On Paper faced serious declines in both facets of its business. Previously, their custom design services for wedding invites and the like had insulated the business when retail was struggling. COVID-19 had a detrimental impact on both.

Lacking the confidence that monthly sales will return in 2021 to what’s needed to justify a piece of prime real estate at 737 N. High St., “We will vacate this space after 23 years in the spring,” Lydy-Meeker says.

However, that doesn’t necessarily mean the end of a brick-and-mortar presence for On Paper. Lydy-Meeker says she’d like to downsize and potentially move off of High Street, or even look for something in a market-style operation.

With a move will come a re-focusing on what On Paper is all about.

“We will always honor the act of handwriting and everything that supports snail mail and pen to paper,” Lydy-Meeker says.

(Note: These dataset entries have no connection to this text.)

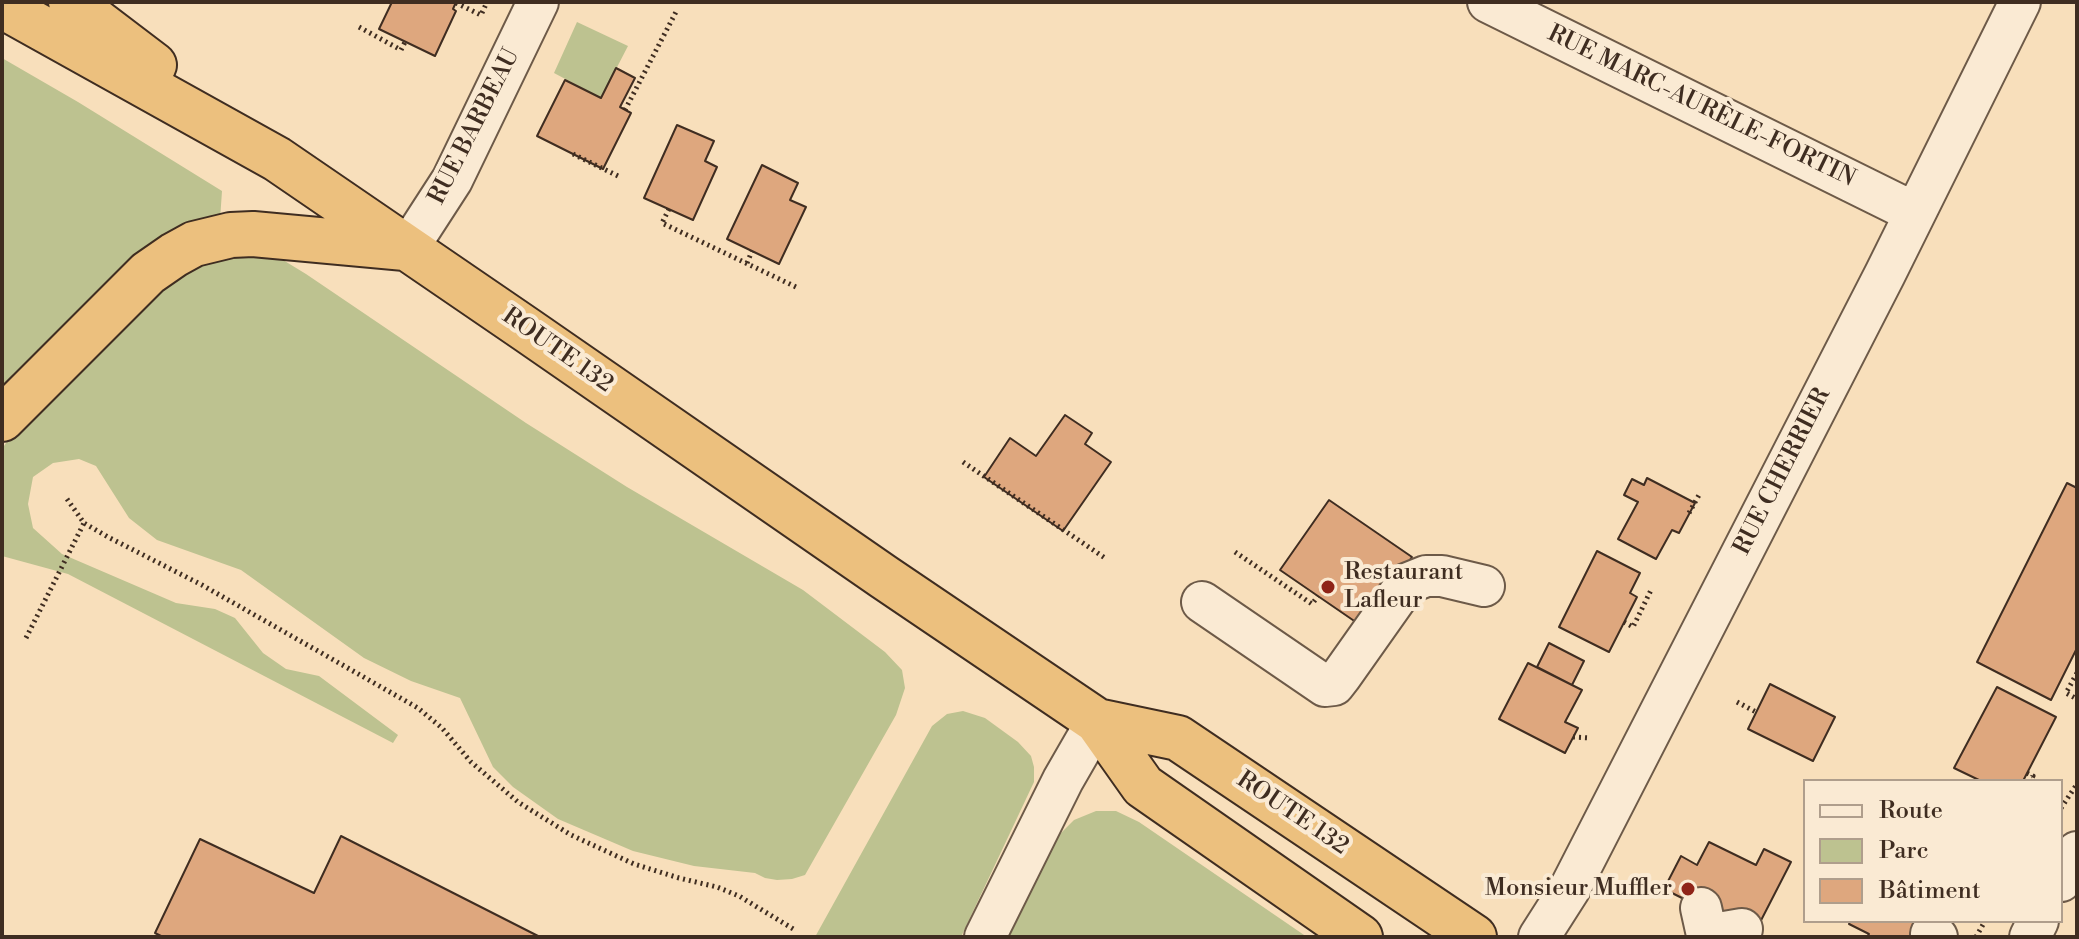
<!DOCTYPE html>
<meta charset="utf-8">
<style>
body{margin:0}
#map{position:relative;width:2079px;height:939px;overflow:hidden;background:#f8dfbb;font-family:"Libre Bodoni",serif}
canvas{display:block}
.frame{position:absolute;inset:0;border:4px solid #3f2d21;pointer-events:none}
.legend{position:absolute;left:1803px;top:779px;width:260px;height:144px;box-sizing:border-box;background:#faead3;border:2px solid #af9e8c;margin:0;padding:10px 14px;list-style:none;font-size:24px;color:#3f2d21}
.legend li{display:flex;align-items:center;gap:16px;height:40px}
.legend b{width:40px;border:2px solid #af9e8c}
</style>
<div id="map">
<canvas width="2079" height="939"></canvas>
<div class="frame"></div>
<ul class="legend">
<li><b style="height:10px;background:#faead3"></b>Route</li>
<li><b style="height:22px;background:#bdc290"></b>Parc</li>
<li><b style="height:22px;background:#dea77e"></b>Bâtiment</li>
</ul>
</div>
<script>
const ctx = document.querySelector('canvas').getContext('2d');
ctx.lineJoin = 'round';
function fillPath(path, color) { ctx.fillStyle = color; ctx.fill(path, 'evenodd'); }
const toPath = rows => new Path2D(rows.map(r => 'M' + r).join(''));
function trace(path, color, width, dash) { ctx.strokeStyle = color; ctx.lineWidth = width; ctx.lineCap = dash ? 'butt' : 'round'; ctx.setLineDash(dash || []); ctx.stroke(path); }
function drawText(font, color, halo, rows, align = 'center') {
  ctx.font = font + ' "Libre Bodoni",serif'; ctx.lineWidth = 8; ctx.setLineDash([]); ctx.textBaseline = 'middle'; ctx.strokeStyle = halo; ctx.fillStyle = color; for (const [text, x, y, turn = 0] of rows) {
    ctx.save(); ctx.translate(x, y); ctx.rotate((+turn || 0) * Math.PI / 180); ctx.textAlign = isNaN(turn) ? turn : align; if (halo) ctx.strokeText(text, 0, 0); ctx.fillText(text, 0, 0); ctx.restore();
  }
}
fillPath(toPath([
 [577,22,628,46,601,98,554,73],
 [2,58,78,102,222,191,220,220,2,393],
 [230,254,264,255,283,260,306,274,526,423,627,487,803,590,885,652,902,670,905,688,896,715,805,875,792,879,777,880,765,878,755,873,694,866,633,851,558,819,513,787,493,767,460,698,411,681,364,658,241,570,157,540,129,518,96,466,79,459,53,463,33,477,28,504,33,528,62,554,176,603,215,609,235,618,263,653,286,669,319,676,398,735,393,743,68,574,2,556,2,449,6,443,160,282,193,266],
 [963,711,985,718,1018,742,1031,756,1034,767,1034,782,961,937,815,937,932,726,947,714],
 [1096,811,1116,811,1139,822,1307,937,1009,937,1057,837,1074,820]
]), '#bdc290');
const building = toPath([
 [392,2,456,2,453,9,456,11,435,56,379,29,392,2],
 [616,68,635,78,620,107,631,113,603,169,537,136,565,80,601,98,616,68],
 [677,125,714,141,705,161,717,167,693,220,644,198,677,125],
 [762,165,798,183,790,200,806,207,779,264,727,239,762,165],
 [1065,415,1092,433,1085,444,1111,462,1063,531,984,477,1010,438,1036,456,1065,415],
 [1647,478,1695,503,1679,533,1672,530,1656,559,1618,539,1638,502,1624,495,1632,479,1644,485,1647,478],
 [2067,483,2077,488,2077,648,2051,700,1977,662,2067,483],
 [1329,500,1412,557,1363,627,1280,570,1329,500],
 [1597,551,1640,573,1630,593,1637,597,1609,652,1559,627,1597,551],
 [1549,643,1584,661,1572,685,1537,667,1549,643],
 [1528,663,1582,690,1565,722,1578,728,1565,753,1499,719,1528,663],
 [1770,684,1835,717,1813,761,1748,729,1770,684],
 [1997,687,2056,717,2023,781,1981,781,1954,768,1997,687],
 [341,836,540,937,163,937,155,933,200,839,314,893,341,836],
 [1709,842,1756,865,1764,849,1791,862,1754,934,1664,889,1681,856,1697,865,1709,842],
 [1850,921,1938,921,1930,937,1867,937,1869,934,1849,924,1850,921]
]);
fillPath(building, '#dea77e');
trace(building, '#3f2d21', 2);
const minor = toPath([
 [1488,2,1915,213],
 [408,248,452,180,538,2],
 [1202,602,1325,686,1334,685,1341,676,1406,584,1426,576,1442,576,1484,586],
 [2061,881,2077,852],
 [1701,908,1707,935,1742,929],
 [1931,934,1937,937],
 [985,937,1063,780,1097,721],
 [1539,937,1569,890,1885,274,2020,2],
 [2030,937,2038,921]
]);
const highway = toPath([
 [71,2,154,65],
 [2,6,277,159,527,330,884,577,1097,721,1143,786,1360,937],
 [2,419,148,273,174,255,194,244,231,235,253,234,405,248],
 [1097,721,1178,738,1474,937]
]);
trace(minor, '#6d5a48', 44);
trace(highway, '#3f2d21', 48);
trace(toPath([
 [456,3,481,15,487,2],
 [359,27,401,50,405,42],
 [625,110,677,10],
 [573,154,620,177],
 [669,209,662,223,796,287],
 [747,263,752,251],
 [963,462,1105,558],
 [67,499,84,523,108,537,202,585,418,708,442,728,471,762,518,802,571,835,634,864,679,878,717,887,739,896,795,930],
 [1689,513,1699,495],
 [1235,552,1312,604,1318,596],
 [1624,622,1633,627,1652,588],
 [26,638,84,523],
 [2077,673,2066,693,2077,699],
 [1737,702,1756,712],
 [1573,737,1590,738],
 [2027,773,2033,776,2030,781],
 [2061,808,2077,784],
 [1976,937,1985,921]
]), '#3f2d21', 5, [2, 4]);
trace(minor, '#faead3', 40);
trace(highway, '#ecc07e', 44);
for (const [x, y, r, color] of [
 [1328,587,8,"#8f2418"],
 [1688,889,8,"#8f2418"]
]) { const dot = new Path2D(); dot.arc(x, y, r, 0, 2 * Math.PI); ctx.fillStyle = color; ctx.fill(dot); trace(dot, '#faead3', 3); }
drawText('24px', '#3f2d21', '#faead3', [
 ["RUE MARC-AURÈLE-FORTIN",1701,107,26],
 ["RUE BARBEAU",475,127,-63],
 ["ROUTE 132",557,351,35],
 ["RUE CHERRIER",1783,472,-63],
 ["ROUTE 132",1292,814,34]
]);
drawText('24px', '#3f2d21', '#faead3', [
 ["Restaurant",1344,573],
 ["Lafleur",1344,601],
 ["Monsieur Muffler",1672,889,"right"]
], 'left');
</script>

The future of On Paper will stay true to those core products. While goods like perfume, lotion and jewelry have done well for them in the past, they won’t make as much sense for a store that is not as focused on foot traffic.

While continuing e-commerce will be part of On Paper’s strategy moving forward, the future will also see the retailer shifting to more studio space catered to custom design clients. As weddings and gatherings get pushed back and folks miss such occasions, Lydy-Meeker is confident custom design will return with a vengeance.